======== RECORDS SHOWN ========

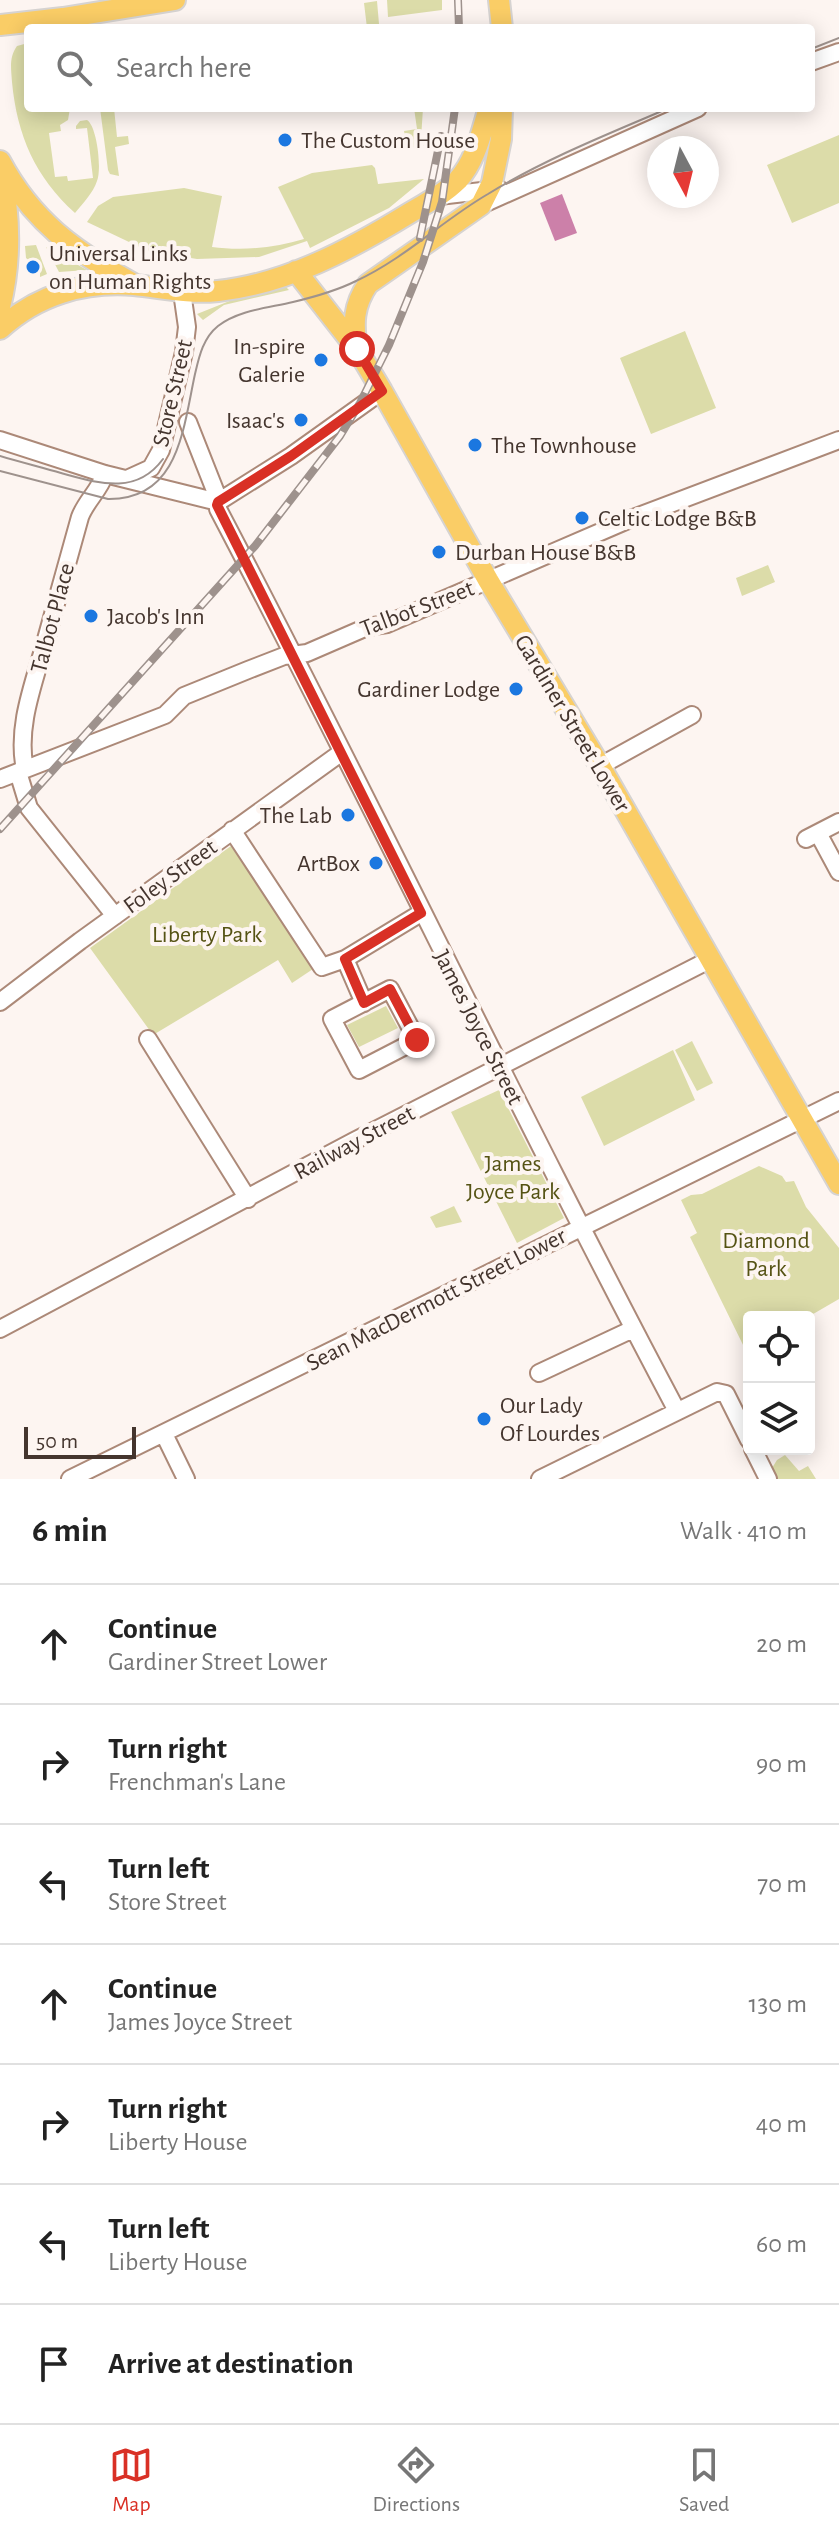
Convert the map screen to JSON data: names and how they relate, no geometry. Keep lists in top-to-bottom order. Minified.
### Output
{"streets":{"main road":["Gardiner Street Lower"],"street":["Store Street","Talbot Street","Talbot Place","Foley Street","James Joyce Street","Railway Street","Sean MacDermott Street Lower"]},"crossings":[["Store Street","Talbot Street"],["Store Street","James Joyce Street"],["Talbot Street","Talbot Place"],["Talbot Street","Gardiner Street Lower"],["Talbot Street","James Joyce Street"],["Talbot Place","Foley Street"],["Gardiner Street Lower","Railway Street"],["Gardiner Street Lower","Sean MacDermott Street Lower"],["Foley Street","James Joyce Street"],["James Joyce Street","Railway Street"],["James Joyce Street","Sean MacDermott Street Lower"]],"parks":["Liberty Park","James Joyce Park","Diamond Park"],"places":["The Custom House","Universal Links on Human Rights","In-spire Galerie","Isaac's","The Townhouse","Celtic Lodge B&B","Durban House B&B","Jacob's Inn","Gardiner Lodge","The Lab","ArtBox","Our Lady Of Lourdes"],"scale_bar":"50 m","north":"bottom","page":{"search":"Search here","scale":"50 m","heading":["6 min","Walk · 410 m"],"list":[["Continue","Gardiner Street Lower","20 m"],["Turn right","Frenchman's Lane","90 m"],["Turn left","Store Street","70 m"],["Continue","James Joyce Street","130 m"],["Turn right","Liberty House","40 m"],["Turn left","Liberty House","60 m"],"Arrive at destination"],"nav":["Map","Directions","Saved"]}}
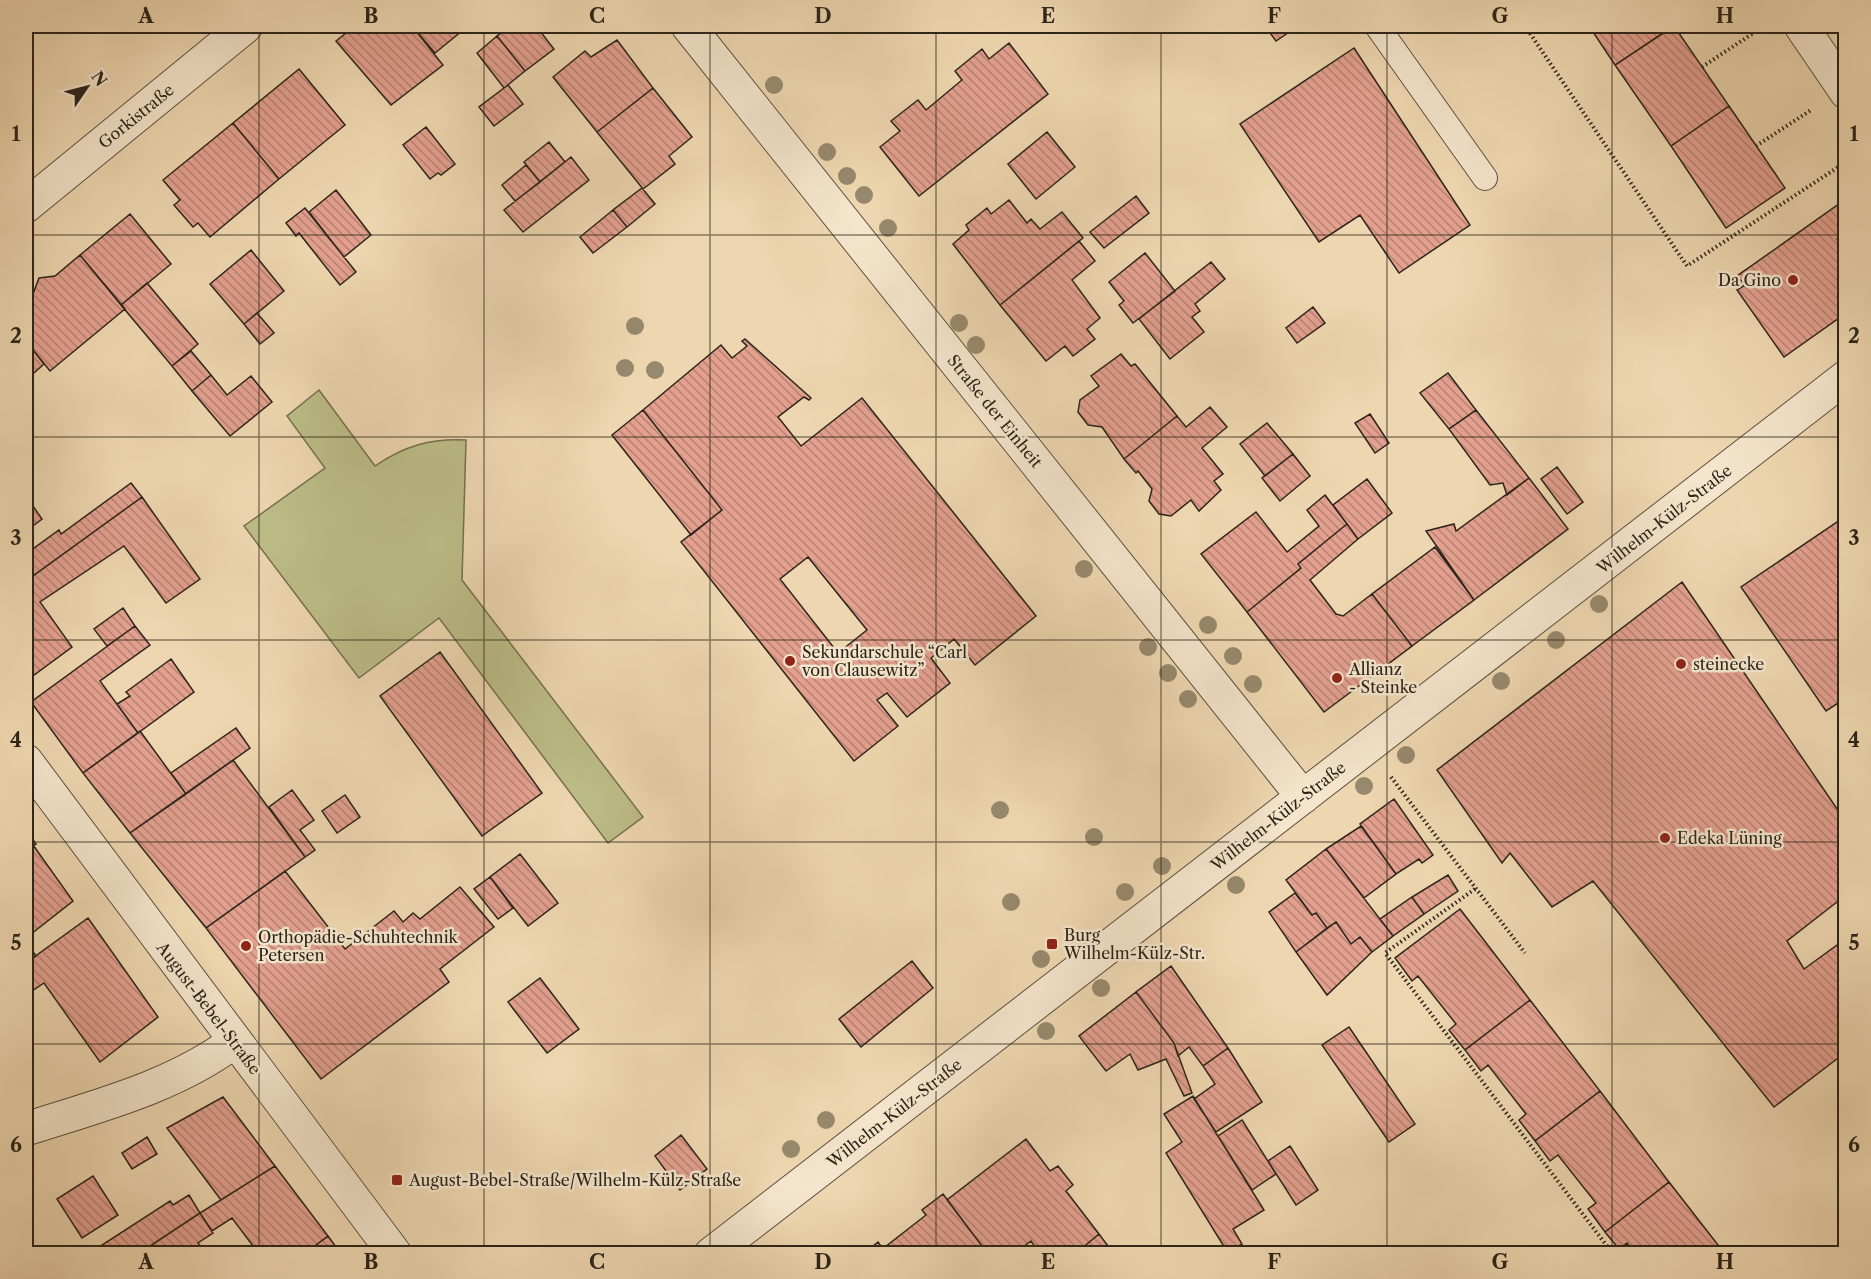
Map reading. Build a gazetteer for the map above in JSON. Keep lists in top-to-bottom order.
{
  "streets": {
    "street": [
      "Gorkistraße",
      "Straße der Einheit",
      "Wilhelm-Külz-Straße",
      "August-Bebel-Straße"
    ]
  },
  "crossings": [
    ["Straße der Einheit", "Wilhelm-Külz-Straße"]
  ],
  "places": {
    "other": [
      "Da Gino",
      "Sekundarschule “Carl von Clausewitz”",
      "steinecke",
      "Allianz - Steinke",
      "Edeka Lüning",
      "Orthopädie-Schuhtechnik Petersen"
    ],
    "transit": ["Burg Wilhelm-Külz-Str.", "August-Bebel-Straße/Wilhelm-Külz-Straße"]
  },
  "north": "top right",
  "grid": {
    "columns": [
      "A",
      "B",
      "C",
      "D",
      "E",
      "F",
      "G",
      "H"
    ],
    "rows": [
      "1",
      "2",
      "3",
      "4",
      "5",
      "6"
    ]
  }
}
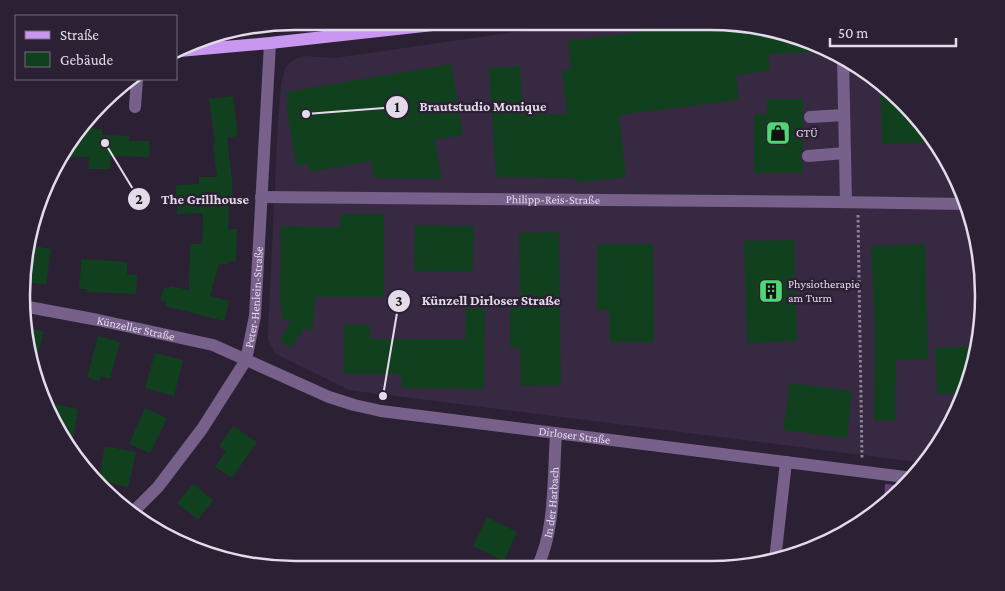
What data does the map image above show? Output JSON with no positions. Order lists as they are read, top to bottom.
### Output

========

WHAT THE TASK REQUIRES
Return each line of the records above in which the word "data" occurs.

REPLY
Convert the map screen to JSON data: names and how they relate, no geometry. Keep lists in top-to-bottom order. Minified.
What data does the map image above show? Output JSON with no positions. Order lists as they are read, top to bottom.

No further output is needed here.